The universally strong cast, all of whom are clearly having a lot of fun with the material, makes the material succeed. Farcher, a strong singer and dancer in a cast full of them, makes Nick relatable and sympathetic even when the Bottom brother spends a lot of the play acting like, well, an ass. As the sensitive, talented poet of the brother duo, Plimpton is totally charming, providing just enough human-sized emotion to ground the ridiculous farce. Though her character is sometimes underused, Castillo is also willing, completely selling her solo song “Right Hand Man” and providing a necessary female perspective. (In Shakespeare’s lifetime, women weren’t allowed on stage, even to play female characters.) Hydzik may have the most challenging task of all—partly because the role’s originator, Christian Borle, left a signature mark and won a Tony Award for the part and partly because the show’s glammy, leather-clad Shakespeare requires a rock-stars charisma. Luckily, Hydzik makes his own mark as the charming egomaniac who gets under Nick’s skin.

Director and choreographer Karen Azenberg leads the talented ensemble, who effectively parody musicals while adeptly performing some classic musical trademarks, from energetic tap breaks to Fosse-style jazz hands to high-kicking chorus lines.

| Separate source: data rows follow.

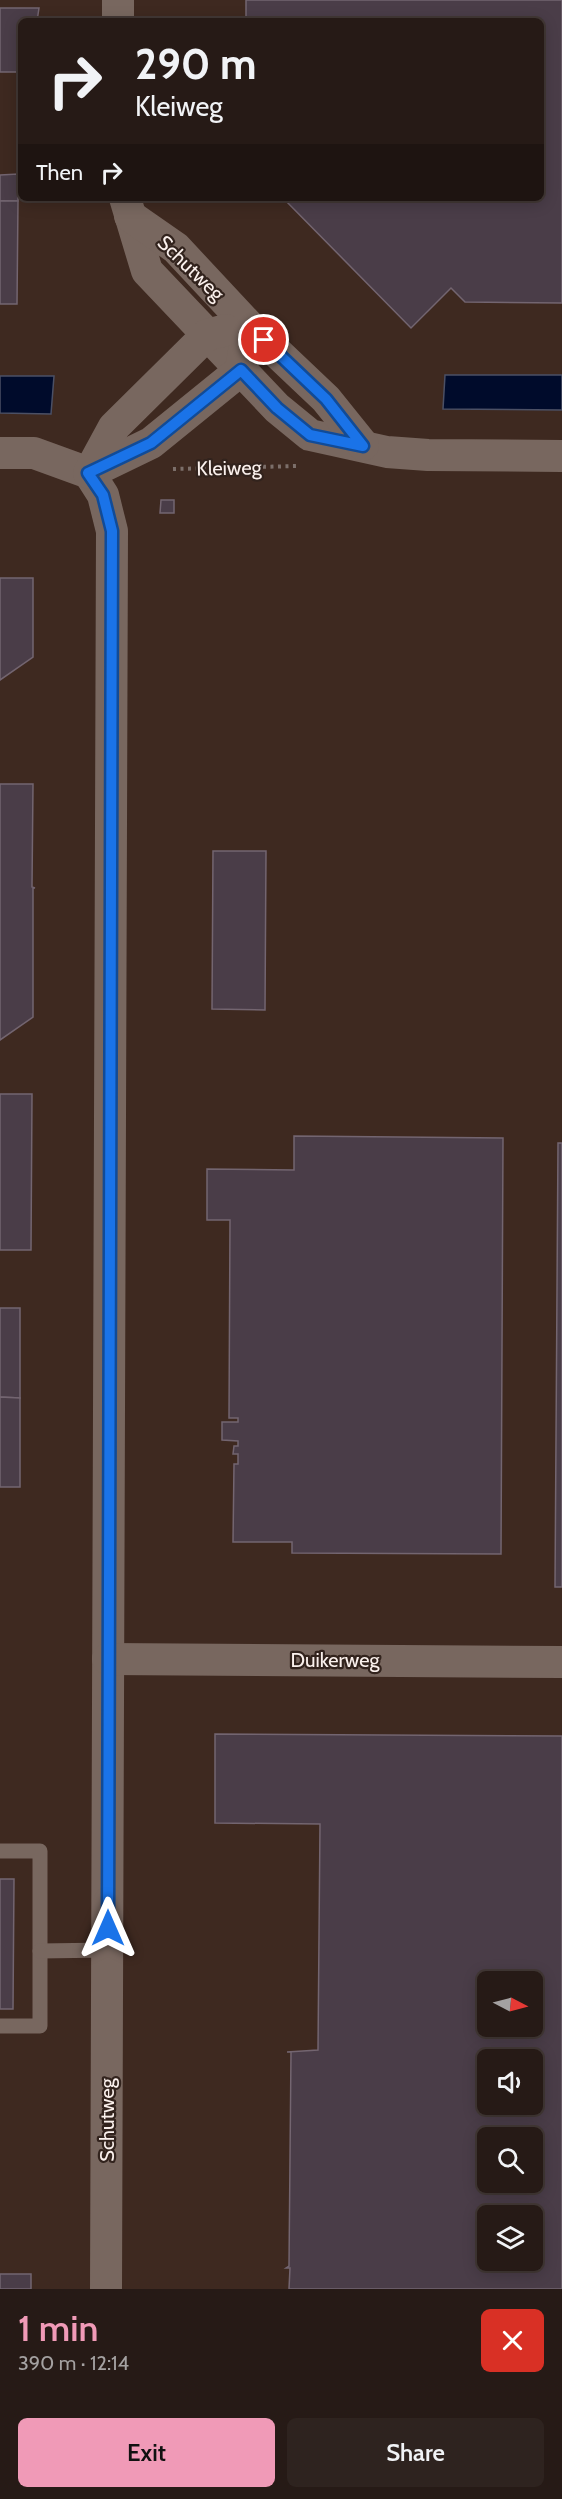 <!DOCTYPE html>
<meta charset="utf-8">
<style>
body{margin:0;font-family:Cabin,sans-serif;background:#2e231f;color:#f1f3f6;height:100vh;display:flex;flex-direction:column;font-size:22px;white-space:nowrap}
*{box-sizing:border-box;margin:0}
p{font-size:20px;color:#a4a1a1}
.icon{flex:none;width:33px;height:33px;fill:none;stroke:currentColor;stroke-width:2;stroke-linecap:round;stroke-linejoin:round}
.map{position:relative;height:2289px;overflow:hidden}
.sheet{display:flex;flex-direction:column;background:#261a16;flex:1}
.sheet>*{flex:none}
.hud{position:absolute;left:18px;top:18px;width:526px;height:183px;border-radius:9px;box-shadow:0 3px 15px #0003,0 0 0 2px #423835;background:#261a16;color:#f1f3f6;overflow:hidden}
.needle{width:39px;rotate:96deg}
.buttons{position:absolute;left:477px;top:1971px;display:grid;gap:12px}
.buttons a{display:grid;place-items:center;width:66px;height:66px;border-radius:9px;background:#261a16;box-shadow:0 3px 15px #0003,0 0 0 2px #423835;font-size:30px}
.pin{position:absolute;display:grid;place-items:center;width:51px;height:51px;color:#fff;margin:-26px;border:3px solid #fff;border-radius:50%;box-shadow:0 2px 6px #0007}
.me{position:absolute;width:66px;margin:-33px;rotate:0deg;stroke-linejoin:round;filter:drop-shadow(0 0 4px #0008)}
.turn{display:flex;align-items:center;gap:21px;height:126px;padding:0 18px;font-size:27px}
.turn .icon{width:78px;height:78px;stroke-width:2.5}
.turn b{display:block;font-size:42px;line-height:51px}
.then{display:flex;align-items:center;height:57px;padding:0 18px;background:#0003;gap:12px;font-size:22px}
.round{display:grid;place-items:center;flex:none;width:63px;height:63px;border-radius:9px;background:#2e231f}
.summary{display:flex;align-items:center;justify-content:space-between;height:102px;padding:0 18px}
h1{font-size:36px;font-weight:600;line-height:45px;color:#f09ab7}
.cta{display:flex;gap:12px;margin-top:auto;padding:12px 18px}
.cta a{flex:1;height:69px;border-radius:9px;background:#f09ab7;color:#111;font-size:24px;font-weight:600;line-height:69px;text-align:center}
.cta a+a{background:#2e231f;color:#f1f3f6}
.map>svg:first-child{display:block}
.built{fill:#3e2920;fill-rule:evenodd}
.water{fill:#000b2b;stroke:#4b5065;stroke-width:1.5}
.building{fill:#4a3d48;stroke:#736570;stroke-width:1.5;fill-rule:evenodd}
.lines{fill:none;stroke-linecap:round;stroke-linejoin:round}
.path{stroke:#7c6f6a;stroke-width:4;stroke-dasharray:3 4.5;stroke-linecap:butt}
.service{stroke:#78675f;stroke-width:15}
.minor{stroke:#78675f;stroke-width:32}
.route-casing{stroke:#114b97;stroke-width:15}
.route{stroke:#1a73e8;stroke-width:10}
.labels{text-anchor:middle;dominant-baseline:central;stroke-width:4.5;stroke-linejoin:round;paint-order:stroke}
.street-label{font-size:20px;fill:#fbf1ed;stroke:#32231d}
</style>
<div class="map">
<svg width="562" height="2289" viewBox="0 0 562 2289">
<rect width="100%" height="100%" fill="#32231d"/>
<path class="built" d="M0 0H562V2289H0ZM21 21H542V198H21ZM488 1982H532V2026H488ZM488 2060H532V2104H488ZM488 2138H532V2182H488ZM488 2216H532V2260H488Z"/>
<g class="water">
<polygon points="445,375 562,375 562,410 443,409"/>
<polygon points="0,376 54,376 51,414 0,413"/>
</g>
<g class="building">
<polygon points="246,0 562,0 562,303 465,302 451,288 411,328 283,198 542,198 542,21 246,21"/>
<polygon points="0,8 39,8 37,21 21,21 21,72 0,72"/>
<polygon points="18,174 18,201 0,201 0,175"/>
<polygon points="0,201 18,201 17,304 0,304"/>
<polygon points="161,500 174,500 174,513 160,513"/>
<polygon points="0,578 33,578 33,657 0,680"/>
<polygon points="0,784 33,784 32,887 35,888 33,888 33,1017 0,1040"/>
<polygon points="213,851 266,851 265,1010 212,1009"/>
<polygon points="0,1094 32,1094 31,1250 0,1250"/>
<polygon points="294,1136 503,1138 501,1554 292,1553 292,1542 233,1542 234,1464 238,1464 238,1454 233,1454 234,1446 238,1446 238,1441 222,1440 222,1422 238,1422 238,1418 229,1418 230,1220 207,1220 207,1169 294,1170"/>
<polygon points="558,1143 562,1143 562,1587 555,1587"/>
<polygon points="0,1308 20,1308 20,1398 0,1397"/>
<polygon points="0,1397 20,1398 20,1487 0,1487"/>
<path d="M215 1734 562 1736V2289H289L290 2268H286L289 2266 291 2052H287L318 2050 320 1824 215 1823ZM488 1982H532V2026H488ZM488 2060H532V2104H488ZM488 2138H532V2182H488ZM488 2216H532V2260H488Z"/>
<polygon points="0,1879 14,1879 13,2009 0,2009"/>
<rect x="0" y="2274" width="31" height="15"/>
</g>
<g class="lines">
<polyline class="path" points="173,469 298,466"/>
<g class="service">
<polyline points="0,1851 40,1851 40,2026 0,2026"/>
<polyline points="40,1951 108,1950"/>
</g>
<g class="minor">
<polyline points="118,21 118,0"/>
<polyline points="125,198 147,271 277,408 310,435 387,452 428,455 562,456"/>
<polyline points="130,216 176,248 248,325 326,399 363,445"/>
<polyline points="0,453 34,453 89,473 151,443 241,370 244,351"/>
<polyline points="89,473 103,495 112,531 106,2289"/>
<polyline points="89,473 114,427 207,335 226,330"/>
<polyline points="108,1659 562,1662"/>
</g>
</g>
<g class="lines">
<defs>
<polyline id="route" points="108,1928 112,531 103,495 88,473 151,443 241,370 277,408 310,435 363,446 326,399 264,340"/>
</defs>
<use href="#route" class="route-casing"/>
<use href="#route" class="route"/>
</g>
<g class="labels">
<g class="street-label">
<text transform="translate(191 268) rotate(44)">Schutweg</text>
<text transform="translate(229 468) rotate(-1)">Kleiweg</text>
<text x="335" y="1660">Duikerweg</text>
<text transform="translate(107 2120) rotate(-90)">Schutweg</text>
</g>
</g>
</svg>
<div class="buttons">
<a><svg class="needle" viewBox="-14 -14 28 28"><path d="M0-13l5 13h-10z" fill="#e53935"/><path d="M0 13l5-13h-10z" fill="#a4a1a1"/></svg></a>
<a><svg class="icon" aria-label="sound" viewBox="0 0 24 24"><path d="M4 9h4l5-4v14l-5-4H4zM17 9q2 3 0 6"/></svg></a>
<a><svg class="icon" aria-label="search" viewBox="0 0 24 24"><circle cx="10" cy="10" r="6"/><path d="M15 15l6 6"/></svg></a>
<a><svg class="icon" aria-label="layers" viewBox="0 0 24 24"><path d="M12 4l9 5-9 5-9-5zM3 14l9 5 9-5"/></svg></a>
</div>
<div class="pin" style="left:264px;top:340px;background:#d93025"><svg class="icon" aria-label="arrive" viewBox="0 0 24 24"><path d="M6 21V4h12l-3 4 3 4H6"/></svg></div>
<svg class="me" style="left:108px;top:1928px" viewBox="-20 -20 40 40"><path d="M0-17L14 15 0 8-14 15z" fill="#1a73e8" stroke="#fff" stroke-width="4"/></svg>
<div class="hud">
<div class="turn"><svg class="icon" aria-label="right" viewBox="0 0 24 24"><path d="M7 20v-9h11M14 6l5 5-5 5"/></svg><div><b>290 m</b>Kleiweg</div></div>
<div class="then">Then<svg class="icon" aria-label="right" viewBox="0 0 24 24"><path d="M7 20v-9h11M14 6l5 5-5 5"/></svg></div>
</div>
</div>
<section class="sheet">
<div class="summary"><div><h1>1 min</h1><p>390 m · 12:14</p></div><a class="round" style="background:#d93025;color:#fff"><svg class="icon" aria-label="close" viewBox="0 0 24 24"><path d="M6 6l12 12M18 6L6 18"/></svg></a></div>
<div class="cta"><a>Exit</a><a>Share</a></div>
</section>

In one inspired touch, an inappropriately chipper song about the Black Death includes subtle nods to our current deadly plague. Set designer George Maxwell builds a storybook version of Elizabethan England that perfectly fits the musical’s daffy alternate reality. Unfortunately, whether it was the sound design or the diction of the performers, it could be difficult to hear some of the music and dialogue. I was familiar with the soundtrack coming in, but newcomers may miss a lot of the best jokes in the show’s fast pacing.
The score, by Karey and Wayne Patrick, fills fairly conventional Broadway-pop compositions to the brim with in-jokes and clever lines. In “A Musical,” an eight-minute song and the play’s highlight, Nostradamus predicts the entire future of musical theater. Jones’ brash, more-is-more performance is exactly what the musical calls for—he steals the show anytime he’s on stage. With callouts to a laundry list of musical favorites, from Les Misérables to A Chorus Line to Rent, the song captures the musical’s tone: a self-aware but loving sendup of the art form, targeted at devotees. In these moments, Something Rotten! both spoofs and delivers the genre’s simple pleasures.